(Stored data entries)
+---+
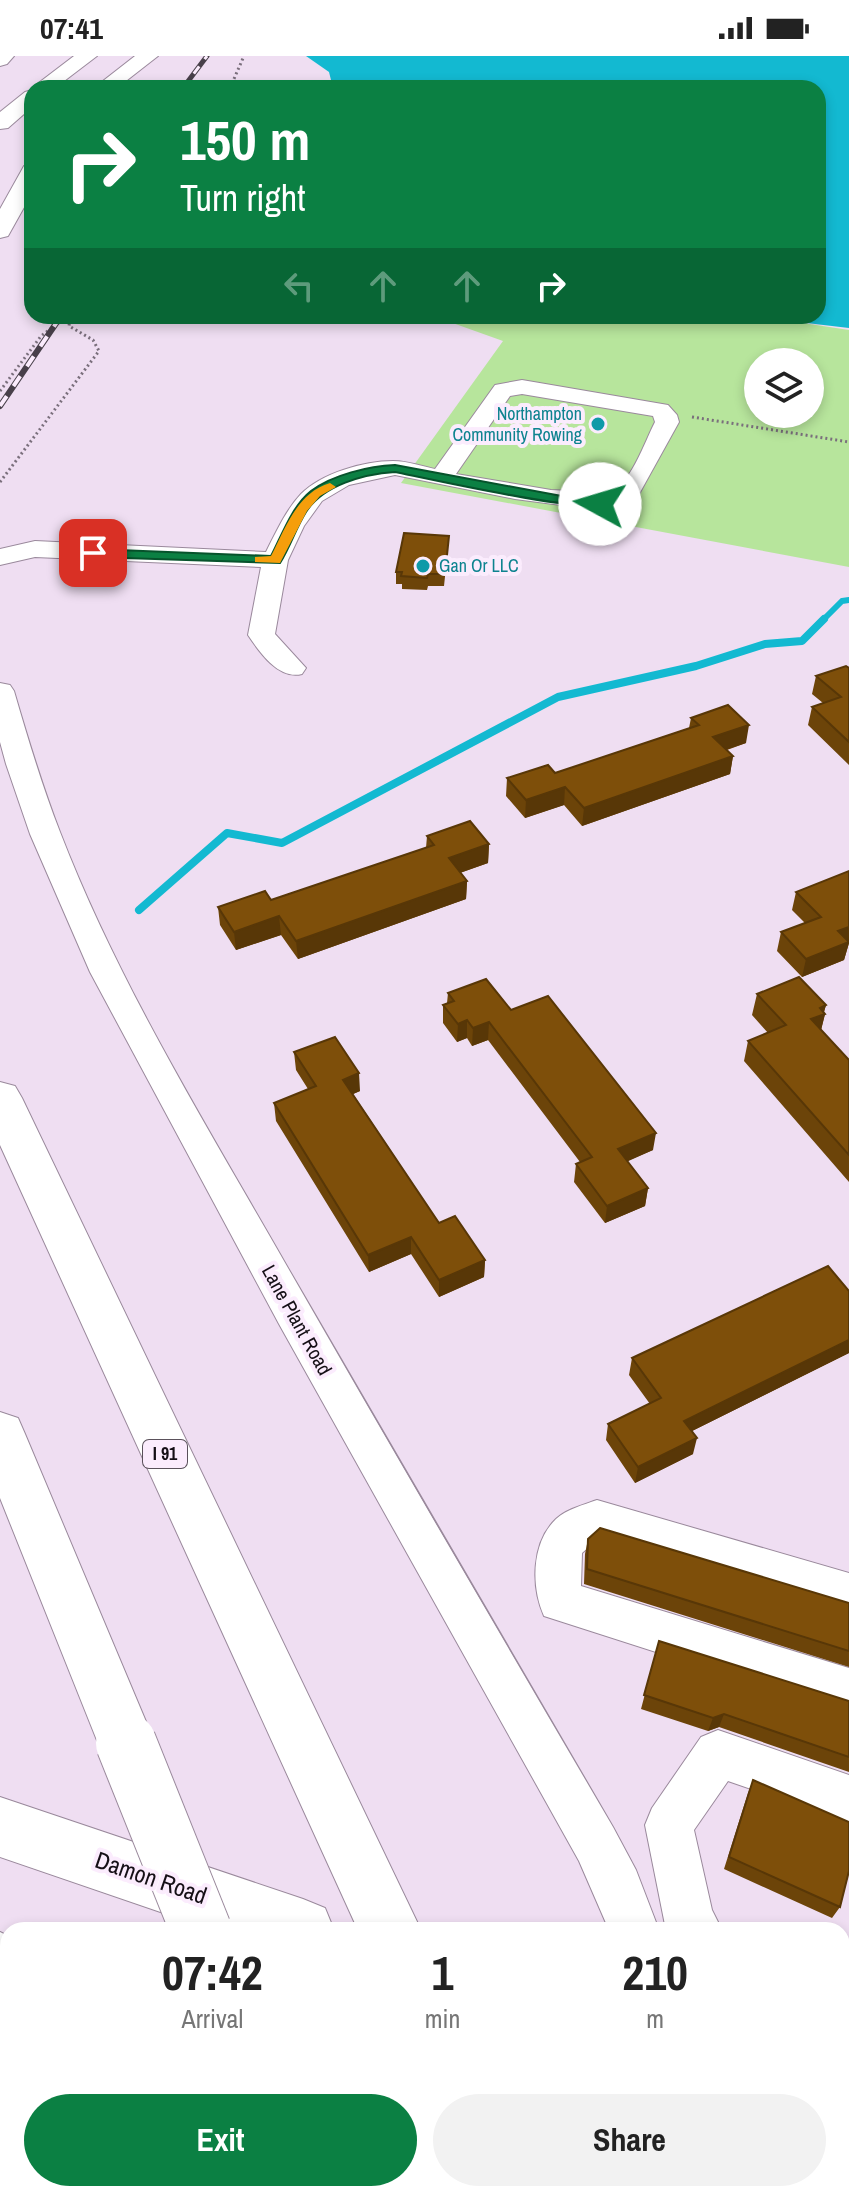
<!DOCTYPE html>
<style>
body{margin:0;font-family:"Archivo Narrow",sans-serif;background:#f2f2f2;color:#222;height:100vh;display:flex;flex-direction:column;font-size:30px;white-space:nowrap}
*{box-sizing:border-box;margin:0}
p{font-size:26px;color:#767676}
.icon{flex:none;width:44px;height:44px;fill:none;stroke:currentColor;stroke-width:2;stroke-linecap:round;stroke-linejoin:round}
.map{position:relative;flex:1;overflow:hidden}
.panel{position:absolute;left:0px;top:1866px;width:850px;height:280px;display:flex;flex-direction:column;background:#fff;border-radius:24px 24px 0 0;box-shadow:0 4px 12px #0003}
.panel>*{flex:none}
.guide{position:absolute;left:24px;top:24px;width:802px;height:244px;border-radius:24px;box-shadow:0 4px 12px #0003;background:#0b8043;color:#fff;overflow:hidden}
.controls{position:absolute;left:744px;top:292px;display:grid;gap:16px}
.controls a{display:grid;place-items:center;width:80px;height:80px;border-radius:50%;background:#fff;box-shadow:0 4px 12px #0003;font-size:40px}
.pin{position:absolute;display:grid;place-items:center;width:68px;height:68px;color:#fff;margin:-34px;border-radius:16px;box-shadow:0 4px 12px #0006}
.me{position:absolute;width:88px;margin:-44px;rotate:276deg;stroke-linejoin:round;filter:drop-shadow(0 0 6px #0008)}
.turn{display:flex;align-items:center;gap:28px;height:168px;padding:0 24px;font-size:36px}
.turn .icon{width:104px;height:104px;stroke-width:2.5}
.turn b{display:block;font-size:56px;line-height:68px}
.lanes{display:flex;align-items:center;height:76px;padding:0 24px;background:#0003;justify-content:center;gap:40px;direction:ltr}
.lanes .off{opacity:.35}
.eta{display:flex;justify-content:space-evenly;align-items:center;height:136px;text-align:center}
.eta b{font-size:48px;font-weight:800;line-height:56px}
.action{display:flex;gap:16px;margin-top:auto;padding:16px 24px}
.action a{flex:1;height:92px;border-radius:48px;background:#0b8043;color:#fff;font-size:32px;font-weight:800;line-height:92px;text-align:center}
.action a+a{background:#f2f2f2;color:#222}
.status{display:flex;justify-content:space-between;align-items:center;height:56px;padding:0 40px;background:#fff;direction:ltr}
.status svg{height:22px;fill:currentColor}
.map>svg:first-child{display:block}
.green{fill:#b7e59c;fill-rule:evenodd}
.forest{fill:#86b866}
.water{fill:#13b9d1}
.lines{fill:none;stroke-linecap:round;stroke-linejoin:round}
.stream-far1{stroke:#13b9d1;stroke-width:6}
.stream{stroke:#13b9d1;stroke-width:8}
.minor-casing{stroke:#9a899c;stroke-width:2}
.major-casing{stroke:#9a899c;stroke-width:2}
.highway-casing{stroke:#9a899c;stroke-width:2}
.path-far1{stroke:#7a6f7c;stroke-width:3;stroke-dasharray:2 3;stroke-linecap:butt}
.path{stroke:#7a6f7c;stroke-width:7;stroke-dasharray:5 8;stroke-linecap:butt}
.minor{fill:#fff;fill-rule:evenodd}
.major{fill:#fff;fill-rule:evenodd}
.highway{fill:#fff;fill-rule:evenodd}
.rail-far1-casing{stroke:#48404a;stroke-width:5}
.rail-casing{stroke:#48404a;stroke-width:6}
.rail-far1{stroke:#fbecfd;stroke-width:3;stroke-dasharray:9;stroke-linecap:butt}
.rail{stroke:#fbecfd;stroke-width:4;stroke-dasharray:12;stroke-linecap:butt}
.highway-bridge-casing{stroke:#9a899c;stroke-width:62;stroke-linecap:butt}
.highway-bridge{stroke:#fff;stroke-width:60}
.wall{fill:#6c4409}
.shaded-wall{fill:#583707}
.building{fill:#7e4f0a;stroke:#583707;stroke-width:2}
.route{fill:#0b8043;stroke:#07532c;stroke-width:2}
.slow{fill:#f59e0b}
.culture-dot{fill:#0f9aa8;stroke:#fbecfd;stroke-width:3}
.labels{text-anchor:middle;stroke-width:8;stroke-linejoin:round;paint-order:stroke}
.far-culture-label{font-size:18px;fill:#0d838f;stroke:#fbecfd;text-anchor:end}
.shield{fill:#fbecfd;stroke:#5a515b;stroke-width:2}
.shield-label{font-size:18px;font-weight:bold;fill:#150f16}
.street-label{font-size:20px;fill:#150f16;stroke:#fbecfd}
.near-street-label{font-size:24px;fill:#150f16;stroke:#fbecfd}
</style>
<div class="status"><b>07:41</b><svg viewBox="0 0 49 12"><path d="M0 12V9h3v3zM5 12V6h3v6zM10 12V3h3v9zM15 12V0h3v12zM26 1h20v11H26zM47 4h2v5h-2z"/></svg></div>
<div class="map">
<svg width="849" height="2146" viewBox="0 0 849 2146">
<rect width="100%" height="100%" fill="#efdef2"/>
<path class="green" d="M433,260H757L849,274V511L401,427L503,285ZM758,306H810V358H758Z"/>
<path class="forest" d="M113,2138H233L236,2146H115Z"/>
<path class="water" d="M306,0H849V272L746,260H818V32H328L332,28L329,16Z"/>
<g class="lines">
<path class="stream-far1" d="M822,565L842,545L849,544"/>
<path class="stream" d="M139,854L227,777L282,787L558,641L696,610L765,588L802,585L824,563"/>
<defs>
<path id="minor" d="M522,324L668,349L677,359L679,366L638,440L633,445L609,452H584L515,443L395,419L349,429L322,445L304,470L288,504L275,578L306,612L302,618C279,624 260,597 248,579L261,511L35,501L0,509V493L35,485L266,496C276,476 286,454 301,438C322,417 364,405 393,405C407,405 422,410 435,413L495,329ZM522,338L653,360L655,366C644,387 631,430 607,437L551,434L456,418L510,340Z
M0,627L10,629L14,635C28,683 42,730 60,776C119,929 207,1070 288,1212C395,1399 504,1585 613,1771L636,1814L659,1874H609L579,1805L279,1268L90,916L30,778L6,708L0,686Z
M597,1444L849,1517V1559L597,1484L582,1497L581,1530L849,1612V1658L544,1560C531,1531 531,1487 556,1463C567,1453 583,1449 597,1444Z
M718,1674L849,1719V1767L728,1725L694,1774L712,1854L722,1874H666L645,1769L652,1752L701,1681Z
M0,1876L8,1880V1943L0,1939Z
M849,1929V2011L842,2014V1932Z
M8,1975V2044L0,2048V1979Z"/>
<path id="major" d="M0,0H14L7,8L0,10Z
M0,1741L303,1843L325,1852L334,1874H213L0,1801Z
M842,2056L849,2059V2125L842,2123Z"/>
<path id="highway" d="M74,0H97L55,32H32Z
M135,0H158L117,32H94Z
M32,34V51L8,72L0,73V56L25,36Z
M32,108V137L8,180L0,182V153L24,110Z
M0,1026L15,1030L22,1042L421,1874H358L0,1089Z
M0,1356L18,1362L25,1378L155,1687L146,1707L126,1716L106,1707L0,1442Z
M272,2138H341L344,2146H275Z
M481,2138H550L553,2146H484Z"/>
</defs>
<use href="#minor" class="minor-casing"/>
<use href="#major" class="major-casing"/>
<use href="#highway" class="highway-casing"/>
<path class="path-far1" d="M230,32L244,0
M0,335L41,280L68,260
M692,361L849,386
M0,426L99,295L93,284L69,270L70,260"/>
<path class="path" d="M823,2138L838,2146"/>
<use href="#minor" class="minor"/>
<use href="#major" class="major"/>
<use href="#highway" class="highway"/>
<defs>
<path id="rail-far1" d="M183,32L207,0"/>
<path id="rail" d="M0,350L61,260"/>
</defs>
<use href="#rail-far1" class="rail-far1-casing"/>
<use href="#rail" class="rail-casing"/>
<use href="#rail-far1" class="rail-far1"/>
<use href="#rail" class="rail"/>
<defs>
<path id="highway-bridge" d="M126,1687L201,1874"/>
</defs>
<use href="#highway-bridge" class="highway-bridge-casing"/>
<use href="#highway-bridge" class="highway-bridge"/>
</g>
<path class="wall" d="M448,492L444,530H428L427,534L402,533V528H396V516Z
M849,612V709L808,669L812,651L823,647L812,638L816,620Z
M691,662L746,687L727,694L733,700L730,718L582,770L564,749L525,762L506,740L507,722L555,717L689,672Z
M427,780L489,788L488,807L460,817L467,825L466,843L298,903L281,879L236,894L220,869L218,851L271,844L426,792Z
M796,836L849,887L844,904L802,921L777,895L781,876L805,867L792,854Z
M448,937L511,954L653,1094L627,1105L648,1132L645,1150L605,1167L574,1126L576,1108L580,1106L488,984L472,990L467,982L457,986L443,967V949L447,947Z
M757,938L826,949L824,956L825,958L821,974L849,1004V1126L744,1005L748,985L768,977L752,959Z
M294,996L360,1035L353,1038L439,1167L485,1204L484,1221L439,1241L411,1198L369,1216L276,1065L274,1047L308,1033L296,1014Z
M849,1235V1297L692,1375L693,1398L635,1427L606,1384L608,1368L650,1348L629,1319L632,1302Z
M588,1483L849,1547V1611L584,1528L585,1498Z
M659,1585L849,1645V1716L719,1671L708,1675L641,1653Z
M753,1724L840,1851L832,1862L724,1813L748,1737Z"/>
<path class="shaded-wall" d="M749,669L746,687L710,699L713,681Z
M733,700L730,718L582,770L584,752Z
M565,731L564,749L525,762L526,744Z
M489,788L488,807L448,821L449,802Z
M467,825L466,843L298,903L296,885Z
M279,860L281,879L236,894L234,876Z
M849,871V887L844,904L802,921L806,903L838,875Z
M826,949L823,959L825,958L820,978L811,963L820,952Z
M467,964V982L457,986L458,968Z
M489,966L488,984L472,990L473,972Z
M359,1017L360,1035L344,1042L343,1024Z
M656,1077L653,1094L615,1111L618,1093Z
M648,1132L645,1150L605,1167L607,1150Z
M411,1181V1198L369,1216L368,1199Z
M485,1204L484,1221L439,1241V1224Z
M849,1284V1297L680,1381L684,1365Z
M697,1382L693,1398L635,1427L638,1411Z
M724,1658L719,1671L708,1675L713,1662Z"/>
<path class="building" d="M404,477L449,480L445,518H428L427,522L401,520L402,516H396Z
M846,610L849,612V686L812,651L841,641L816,620Z
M728,649L749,669L713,681L733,700L584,752L565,731L526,744L507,722L548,709L555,717L699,669L691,662Z
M470,765L489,788L449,802L467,825L296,885L279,860L234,876L218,851L265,835L271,844L434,789L427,780Z
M849,815V871L838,875L849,886L806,903L781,876L821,861L796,836Z
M799,921L826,949L820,952L825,958L811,963L849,1004V1099L748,985L786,969L757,938Z
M486,923L511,954L548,940L656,1077L618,1093L648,1132L607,1150L576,1108L592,1101L489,966L473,972L467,964L458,968L443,949L454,945L448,937Z
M335,981L359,1017L343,1024L439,1167L455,1160L485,1204L439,1224L411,1181L368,1199L274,1047L316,1030L294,996Z
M828,1210L849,1235V1284L684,1365L697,1382L638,1411L608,1368L661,1342L632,1302Z
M600,1472L849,1547V1595L587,1513L588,1483Z
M659,1585L849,1645V1701L724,1658L713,1662L644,1639Z
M753,1724L849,1766V1815L840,1851L729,1801Z"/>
<path class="route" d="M395,409L567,441L600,444L606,448C590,459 425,422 395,416C364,418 323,429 306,456C296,472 290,491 280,507L93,501L86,497L93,493L271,500C282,479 292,450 311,435C332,419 369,410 395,409Z"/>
<path class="slow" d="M330,427L336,431L320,440L307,455L280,507L255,506V501L271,500C286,471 297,437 330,427Z"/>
<g class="culture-dot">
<circle cx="598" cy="368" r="8"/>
<circle cx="423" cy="510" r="8"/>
</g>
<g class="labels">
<g class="far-culture-label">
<text x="582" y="364">Northampton<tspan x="582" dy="21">Community Rowing</tspan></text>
<text x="439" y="516" text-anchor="start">Gan Or LLC</text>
</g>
<rect class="shield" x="143" y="1384" width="44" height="28" rx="6"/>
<g class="shield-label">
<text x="165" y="1404">I 91</text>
</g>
<g class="street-label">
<text transform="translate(297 1264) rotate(61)" y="7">Lane Plant Road</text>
</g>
<g class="near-street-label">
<text transform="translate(151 1822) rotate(19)" y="8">Damon Road</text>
</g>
</g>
</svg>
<div class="controls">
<a><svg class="icon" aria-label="layers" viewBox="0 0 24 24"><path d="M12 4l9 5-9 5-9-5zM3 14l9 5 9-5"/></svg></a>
</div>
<div class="pin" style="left:93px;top:497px;background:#d93025"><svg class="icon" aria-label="arrive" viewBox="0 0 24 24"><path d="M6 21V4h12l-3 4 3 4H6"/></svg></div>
<svg class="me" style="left:600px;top:448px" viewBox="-20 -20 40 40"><circle r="19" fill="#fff"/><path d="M0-13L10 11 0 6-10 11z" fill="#0b8043"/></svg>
<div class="guide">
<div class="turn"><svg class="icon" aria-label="right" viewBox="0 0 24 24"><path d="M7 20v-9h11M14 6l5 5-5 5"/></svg><div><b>150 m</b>Turn right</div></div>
<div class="lanes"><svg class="icon off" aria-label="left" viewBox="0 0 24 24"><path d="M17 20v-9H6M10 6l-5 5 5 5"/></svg><svg class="icon off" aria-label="ahead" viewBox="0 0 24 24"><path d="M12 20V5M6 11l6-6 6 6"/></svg><svg class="icon off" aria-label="ahead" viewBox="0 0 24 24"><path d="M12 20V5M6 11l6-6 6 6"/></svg><svg class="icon" aria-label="right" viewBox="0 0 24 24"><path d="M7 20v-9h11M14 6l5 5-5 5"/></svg></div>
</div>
<section class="panel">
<div class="eta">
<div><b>07:42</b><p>Arrival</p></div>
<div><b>1</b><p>min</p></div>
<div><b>210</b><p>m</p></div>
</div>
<div class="action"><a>Exit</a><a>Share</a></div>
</section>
</div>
+---+
**AIM OF THE EXERCISE:** Given the word "hidden", show every line of the records that contains it.

**THE COMPLETED TASK:**
.map{position:relative;flex:1;overflow:hidden}
.guide{position:absolute;left:24px;top:24px;width:802px;height:244px;border-radius:24px;box-shadow:0 4px 12px #0003;background:#0b8043;color:#fff;overflow:hidden}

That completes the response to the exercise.